**Problem details**
Copy exactly the lines of the material below, starting with the first and including the line that holds "Instruction: Transcribe the".

**Extracted information**
· · · · · · ·

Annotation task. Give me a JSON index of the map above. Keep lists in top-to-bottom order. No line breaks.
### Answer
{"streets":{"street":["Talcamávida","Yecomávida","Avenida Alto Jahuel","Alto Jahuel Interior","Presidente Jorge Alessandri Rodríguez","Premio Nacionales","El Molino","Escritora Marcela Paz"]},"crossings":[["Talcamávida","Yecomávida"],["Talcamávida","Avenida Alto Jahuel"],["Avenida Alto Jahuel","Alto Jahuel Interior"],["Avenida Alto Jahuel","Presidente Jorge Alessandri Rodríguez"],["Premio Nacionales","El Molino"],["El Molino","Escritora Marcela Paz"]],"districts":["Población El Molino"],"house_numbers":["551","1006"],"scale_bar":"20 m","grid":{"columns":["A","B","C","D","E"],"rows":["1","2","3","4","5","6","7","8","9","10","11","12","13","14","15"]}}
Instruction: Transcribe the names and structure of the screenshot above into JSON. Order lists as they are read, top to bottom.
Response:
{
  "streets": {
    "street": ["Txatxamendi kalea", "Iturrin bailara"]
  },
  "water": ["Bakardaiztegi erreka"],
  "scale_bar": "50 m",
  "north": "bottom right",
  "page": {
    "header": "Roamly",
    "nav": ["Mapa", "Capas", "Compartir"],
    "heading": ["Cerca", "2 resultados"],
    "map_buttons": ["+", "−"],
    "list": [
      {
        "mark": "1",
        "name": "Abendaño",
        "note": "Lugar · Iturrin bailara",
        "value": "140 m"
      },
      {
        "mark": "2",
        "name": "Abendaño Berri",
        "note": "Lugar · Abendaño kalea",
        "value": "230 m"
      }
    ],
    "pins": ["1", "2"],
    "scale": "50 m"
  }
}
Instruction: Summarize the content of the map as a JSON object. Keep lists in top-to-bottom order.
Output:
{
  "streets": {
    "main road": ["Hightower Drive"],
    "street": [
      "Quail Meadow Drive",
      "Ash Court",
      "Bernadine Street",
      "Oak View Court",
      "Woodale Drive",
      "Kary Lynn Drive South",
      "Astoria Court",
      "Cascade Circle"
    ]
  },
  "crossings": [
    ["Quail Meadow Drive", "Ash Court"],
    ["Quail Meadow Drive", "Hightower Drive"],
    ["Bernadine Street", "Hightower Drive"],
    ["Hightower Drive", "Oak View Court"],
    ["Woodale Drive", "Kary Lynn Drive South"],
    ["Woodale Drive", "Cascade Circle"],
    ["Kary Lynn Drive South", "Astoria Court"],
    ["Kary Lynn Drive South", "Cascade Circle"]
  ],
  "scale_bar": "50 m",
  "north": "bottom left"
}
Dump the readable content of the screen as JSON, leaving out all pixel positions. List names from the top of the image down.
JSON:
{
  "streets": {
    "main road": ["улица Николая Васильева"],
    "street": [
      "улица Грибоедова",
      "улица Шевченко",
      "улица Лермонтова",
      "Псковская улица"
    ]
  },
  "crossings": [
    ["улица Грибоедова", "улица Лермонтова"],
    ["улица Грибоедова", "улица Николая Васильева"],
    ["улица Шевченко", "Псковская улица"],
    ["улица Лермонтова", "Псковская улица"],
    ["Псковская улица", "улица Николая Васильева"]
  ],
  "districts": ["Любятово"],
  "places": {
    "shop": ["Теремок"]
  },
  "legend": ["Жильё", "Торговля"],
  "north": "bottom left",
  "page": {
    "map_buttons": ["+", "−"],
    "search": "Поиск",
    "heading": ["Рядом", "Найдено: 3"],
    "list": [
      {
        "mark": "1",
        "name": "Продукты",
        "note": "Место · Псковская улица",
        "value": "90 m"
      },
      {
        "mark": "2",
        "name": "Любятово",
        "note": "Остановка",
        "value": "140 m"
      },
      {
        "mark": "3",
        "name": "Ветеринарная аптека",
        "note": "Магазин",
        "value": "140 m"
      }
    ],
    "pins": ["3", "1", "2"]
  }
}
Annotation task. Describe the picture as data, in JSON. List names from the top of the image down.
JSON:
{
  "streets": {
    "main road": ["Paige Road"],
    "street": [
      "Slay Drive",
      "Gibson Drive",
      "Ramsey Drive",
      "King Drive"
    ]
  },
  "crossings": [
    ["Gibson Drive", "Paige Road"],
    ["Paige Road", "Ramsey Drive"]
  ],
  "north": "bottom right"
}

· · · · · · ·

**Solution**
Annotation task. Give me a JSON index of the map above. Keep lists in top-to-bottom order. No line breaks.
### Answer
{"streets":{"street":["Talcamávida","Yecomávida","Avenida Alto Jahuel","Alto Jahuel Interior","Presidente Jorge Alessandri Rodríguez","Premio Nacionales","El Molino","Escritora Marcela Paz"]},"crossings":[["Talcamávida","Yecomávida"],["Talcamávida","Avenida Alto Jahuel"],["Avenida Alto Jahuel","Alto Jahuel Interior"],["Avenida Alto Jahuel","Presidente Jorge Alessandri Rodríguez"],["Premio Nacionales","El Molino"],["El Molino","Escritora Marcela Paz"]],"districts":["Población El Molino"],"house_numbers":["551","1006"],"scale_bar":"20 m","grid":{"columns":["A","B","C","D","E"],"rows":["1","2","3","4","5","6","7","8","9","10","11","12","13","14","15"]}}
Instruction: Transcribe the names and structure of the screenshot above into JSON. Order lists as they are read, top to bottom.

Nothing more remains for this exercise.